Every year in the United States, more than 400 people die, and 20,000 visit the emergency department from accidental carbon monoxide poisoning. The most unintentional CO poisoning events happen in the month of January. Carbon monoxide is a colorless, odorless, tasteless, and non-irritating gas, making it virtually impossible for a human to recognize, even at its highest levels. These characteristics cause this poisonous gas at high levels to be rapidly lethal. It is extremely important that you learn how your house may be haunted by this “ghost” of a chemical and how you may be at danger from it. Carbon monoxide (CO) can be easily prevented if we are educated on how to take proper precautionary measures.
In the winter months, carbon monoxide poisoning is something to be especially cautious of, because most exposures to this chemical come from heating sources. There are very simple ways to prevent and detect carbon monoxide in your living environment.
Follow these key points to ensure your home and workplace are CO-free:
- Ensure all carbon monoxide detectors are properly installed near all heating sources. There should be at least one detector on each floor of an office building (in every HVAC zone), and on every level in the home, including the basement.
- Test whether your CO detectors are functioning properly every spring and fall.
- Have your heating system, water heater, gas, oil, or coal burning appliances serviced annually by a qualified technician.
- Do not use a generator, portable flameless chemical heaters, charcoal grill, or camp stove indoors, in a basement or garage.
- Never run a motor vehicle in the garage, even if the door is open
Symptoms of acute mild poisoning include nausea, confusion, headaches and weakness.

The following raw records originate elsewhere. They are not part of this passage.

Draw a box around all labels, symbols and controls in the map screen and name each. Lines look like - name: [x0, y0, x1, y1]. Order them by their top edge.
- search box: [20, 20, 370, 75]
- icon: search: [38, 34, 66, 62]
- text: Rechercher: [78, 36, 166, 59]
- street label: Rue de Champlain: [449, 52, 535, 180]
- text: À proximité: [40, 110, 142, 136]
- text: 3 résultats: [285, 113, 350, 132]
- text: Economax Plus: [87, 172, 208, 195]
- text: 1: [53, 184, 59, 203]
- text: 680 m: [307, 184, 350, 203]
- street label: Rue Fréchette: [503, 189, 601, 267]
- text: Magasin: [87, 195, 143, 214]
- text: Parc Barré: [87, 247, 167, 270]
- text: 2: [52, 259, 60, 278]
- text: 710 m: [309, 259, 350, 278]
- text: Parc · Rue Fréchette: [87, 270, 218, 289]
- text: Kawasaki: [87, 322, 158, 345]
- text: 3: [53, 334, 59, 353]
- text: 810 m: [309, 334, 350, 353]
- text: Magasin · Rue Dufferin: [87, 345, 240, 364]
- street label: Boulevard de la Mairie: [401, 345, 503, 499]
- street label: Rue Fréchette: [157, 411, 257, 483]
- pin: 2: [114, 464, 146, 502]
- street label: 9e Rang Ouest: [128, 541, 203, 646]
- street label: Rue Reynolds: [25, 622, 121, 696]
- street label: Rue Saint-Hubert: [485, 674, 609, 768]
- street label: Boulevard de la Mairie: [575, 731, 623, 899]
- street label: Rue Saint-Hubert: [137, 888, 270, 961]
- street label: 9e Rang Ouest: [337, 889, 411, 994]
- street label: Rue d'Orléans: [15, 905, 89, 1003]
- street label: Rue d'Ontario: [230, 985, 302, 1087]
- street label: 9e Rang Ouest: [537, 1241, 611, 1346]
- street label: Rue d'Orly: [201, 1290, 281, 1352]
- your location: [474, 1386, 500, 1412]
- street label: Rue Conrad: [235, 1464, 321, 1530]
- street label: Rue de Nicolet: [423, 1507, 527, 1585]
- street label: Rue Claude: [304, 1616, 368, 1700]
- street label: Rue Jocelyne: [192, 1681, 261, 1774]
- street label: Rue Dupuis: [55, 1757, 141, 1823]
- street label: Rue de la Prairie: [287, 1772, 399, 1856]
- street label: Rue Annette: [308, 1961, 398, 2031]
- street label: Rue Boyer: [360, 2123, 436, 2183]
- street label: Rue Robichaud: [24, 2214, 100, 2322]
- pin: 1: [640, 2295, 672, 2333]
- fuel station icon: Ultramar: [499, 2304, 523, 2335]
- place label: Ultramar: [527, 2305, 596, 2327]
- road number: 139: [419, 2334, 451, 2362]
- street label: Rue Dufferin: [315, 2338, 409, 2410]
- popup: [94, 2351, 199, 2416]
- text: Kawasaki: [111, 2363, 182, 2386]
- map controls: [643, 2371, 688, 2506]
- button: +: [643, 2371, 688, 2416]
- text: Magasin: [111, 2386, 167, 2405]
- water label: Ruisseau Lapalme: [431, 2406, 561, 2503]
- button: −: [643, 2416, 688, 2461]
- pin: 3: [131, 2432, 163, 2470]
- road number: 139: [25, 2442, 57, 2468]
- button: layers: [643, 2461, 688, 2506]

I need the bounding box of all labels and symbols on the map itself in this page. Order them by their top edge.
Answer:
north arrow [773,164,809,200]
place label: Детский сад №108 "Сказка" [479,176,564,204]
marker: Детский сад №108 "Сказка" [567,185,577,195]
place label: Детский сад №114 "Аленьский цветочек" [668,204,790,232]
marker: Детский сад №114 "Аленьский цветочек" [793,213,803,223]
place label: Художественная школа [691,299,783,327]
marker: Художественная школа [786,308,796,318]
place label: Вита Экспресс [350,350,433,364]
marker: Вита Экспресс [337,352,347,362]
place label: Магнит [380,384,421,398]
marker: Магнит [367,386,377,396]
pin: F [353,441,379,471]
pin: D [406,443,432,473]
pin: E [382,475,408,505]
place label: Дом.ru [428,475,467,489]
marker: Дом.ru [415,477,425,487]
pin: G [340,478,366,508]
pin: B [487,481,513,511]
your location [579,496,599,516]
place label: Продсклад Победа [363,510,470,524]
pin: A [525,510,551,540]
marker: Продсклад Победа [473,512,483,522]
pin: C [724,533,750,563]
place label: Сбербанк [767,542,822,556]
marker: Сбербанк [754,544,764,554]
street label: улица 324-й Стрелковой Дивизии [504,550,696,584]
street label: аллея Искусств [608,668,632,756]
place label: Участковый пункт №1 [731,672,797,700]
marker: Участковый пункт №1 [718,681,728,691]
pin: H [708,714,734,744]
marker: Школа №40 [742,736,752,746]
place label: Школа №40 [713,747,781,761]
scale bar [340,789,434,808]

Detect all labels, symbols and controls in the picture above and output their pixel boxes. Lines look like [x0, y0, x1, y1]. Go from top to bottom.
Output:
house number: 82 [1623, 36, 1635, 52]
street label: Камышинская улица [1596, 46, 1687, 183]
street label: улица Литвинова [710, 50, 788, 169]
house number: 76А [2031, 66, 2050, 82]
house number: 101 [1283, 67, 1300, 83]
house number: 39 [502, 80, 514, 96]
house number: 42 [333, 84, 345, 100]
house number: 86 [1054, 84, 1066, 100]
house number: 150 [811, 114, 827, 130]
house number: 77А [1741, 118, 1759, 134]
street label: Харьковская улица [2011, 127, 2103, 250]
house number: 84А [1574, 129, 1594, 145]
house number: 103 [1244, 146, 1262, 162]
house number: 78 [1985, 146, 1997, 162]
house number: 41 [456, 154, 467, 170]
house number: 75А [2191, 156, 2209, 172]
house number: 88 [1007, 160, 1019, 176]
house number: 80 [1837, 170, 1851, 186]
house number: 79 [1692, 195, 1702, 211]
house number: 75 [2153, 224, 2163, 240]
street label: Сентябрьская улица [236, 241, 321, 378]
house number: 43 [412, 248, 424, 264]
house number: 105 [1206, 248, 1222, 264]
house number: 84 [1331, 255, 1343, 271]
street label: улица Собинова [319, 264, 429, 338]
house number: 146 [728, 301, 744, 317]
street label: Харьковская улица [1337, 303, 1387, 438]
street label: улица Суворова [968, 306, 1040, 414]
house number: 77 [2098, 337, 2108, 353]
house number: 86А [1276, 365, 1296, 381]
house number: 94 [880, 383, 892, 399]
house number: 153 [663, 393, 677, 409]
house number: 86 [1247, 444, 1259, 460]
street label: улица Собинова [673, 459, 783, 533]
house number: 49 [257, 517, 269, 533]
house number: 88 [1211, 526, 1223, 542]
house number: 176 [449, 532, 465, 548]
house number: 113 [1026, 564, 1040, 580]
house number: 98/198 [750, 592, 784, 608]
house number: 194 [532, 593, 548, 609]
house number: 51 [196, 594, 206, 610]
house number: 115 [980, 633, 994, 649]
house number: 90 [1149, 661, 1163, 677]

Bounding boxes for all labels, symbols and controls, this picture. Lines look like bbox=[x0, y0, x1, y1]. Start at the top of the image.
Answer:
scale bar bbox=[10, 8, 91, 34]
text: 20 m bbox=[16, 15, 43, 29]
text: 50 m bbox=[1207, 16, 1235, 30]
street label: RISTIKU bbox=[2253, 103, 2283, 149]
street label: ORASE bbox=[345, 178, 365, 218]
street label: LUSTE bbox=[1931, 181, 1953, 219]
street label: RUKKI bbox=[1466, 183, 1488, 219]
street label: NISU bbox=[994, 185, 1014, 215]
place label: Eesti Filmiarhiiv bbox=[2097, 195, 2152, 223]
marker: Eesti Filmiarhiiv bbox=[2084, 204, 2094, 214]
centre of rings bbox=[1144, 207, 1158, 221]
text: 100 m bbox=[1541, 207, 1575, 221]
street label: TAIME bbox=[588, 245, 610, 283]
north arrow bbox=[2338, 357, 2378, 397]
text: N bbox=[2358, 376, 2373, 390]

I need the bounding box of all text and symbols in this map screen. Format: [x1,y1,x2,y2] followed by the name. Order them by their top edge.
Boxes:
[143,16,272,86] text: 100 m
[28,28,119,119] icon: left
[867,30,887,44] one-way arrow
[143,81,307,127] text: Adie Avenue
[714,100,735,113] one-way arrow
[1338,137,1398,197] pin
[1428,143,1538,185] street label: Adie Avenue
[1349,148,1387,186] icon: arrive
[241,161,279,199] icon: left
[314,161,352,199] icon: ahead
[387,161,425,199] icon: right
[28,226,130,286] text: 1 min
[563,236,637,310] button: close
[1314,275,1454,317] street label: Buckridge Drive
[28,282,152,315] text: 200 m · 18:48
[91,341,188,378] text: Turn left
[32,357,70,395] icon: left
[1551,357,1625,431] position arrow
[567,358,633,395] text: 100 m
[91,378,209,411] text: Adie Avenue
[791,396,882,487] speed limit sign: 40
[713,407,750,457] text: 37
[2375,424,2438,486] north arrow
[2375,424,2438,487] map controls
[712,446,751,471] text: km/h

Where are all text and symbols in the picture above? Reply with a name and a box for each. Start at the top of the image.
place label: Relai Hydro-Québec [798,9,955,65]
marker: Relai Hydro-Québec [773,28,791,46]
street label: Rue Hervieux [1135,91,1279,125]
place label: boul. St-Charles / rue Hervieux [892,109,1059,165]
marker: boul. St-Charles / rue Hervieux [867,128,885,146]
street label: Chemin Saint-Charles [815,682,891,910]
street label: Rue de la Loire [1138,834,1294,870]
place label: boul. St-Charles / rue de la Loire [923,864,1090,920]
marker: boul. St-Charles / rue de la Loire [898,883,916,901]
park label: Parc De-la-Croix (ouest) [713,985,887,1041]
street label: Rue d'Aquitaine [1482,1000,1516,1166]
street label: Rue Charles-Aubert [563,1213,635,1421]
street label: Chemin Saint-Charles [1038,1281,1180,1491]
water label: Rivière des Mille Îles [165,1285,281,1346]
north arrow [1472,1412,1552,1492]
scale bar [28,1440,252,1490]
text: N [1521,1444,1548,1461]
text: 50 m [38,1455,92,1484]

Exposure to higher concentrations of carbon monoxide may produce the effects of vomiting, convulsions, respiratory arrest, unconsciousness, and may lead to death. Seek immediate medical attention if there is known CO exposure and you are experiencing any of these symptoms. Carbon monoxide is a chemical agent which deprives the human body of oxygen, so the higher the concentration, the greater the ill effect will be.
Elevated carbon monoxide levels may even explain some reports of paranormal activity! These high levels of CO produce symptoms, such as confusion, convulsions, and delirium, leading people to believe their houses are in fact haunted. Be sure to equip your living space with the proper monitoring devices and avoid certain in-home heating practices to prevent CO haunting your house this winter!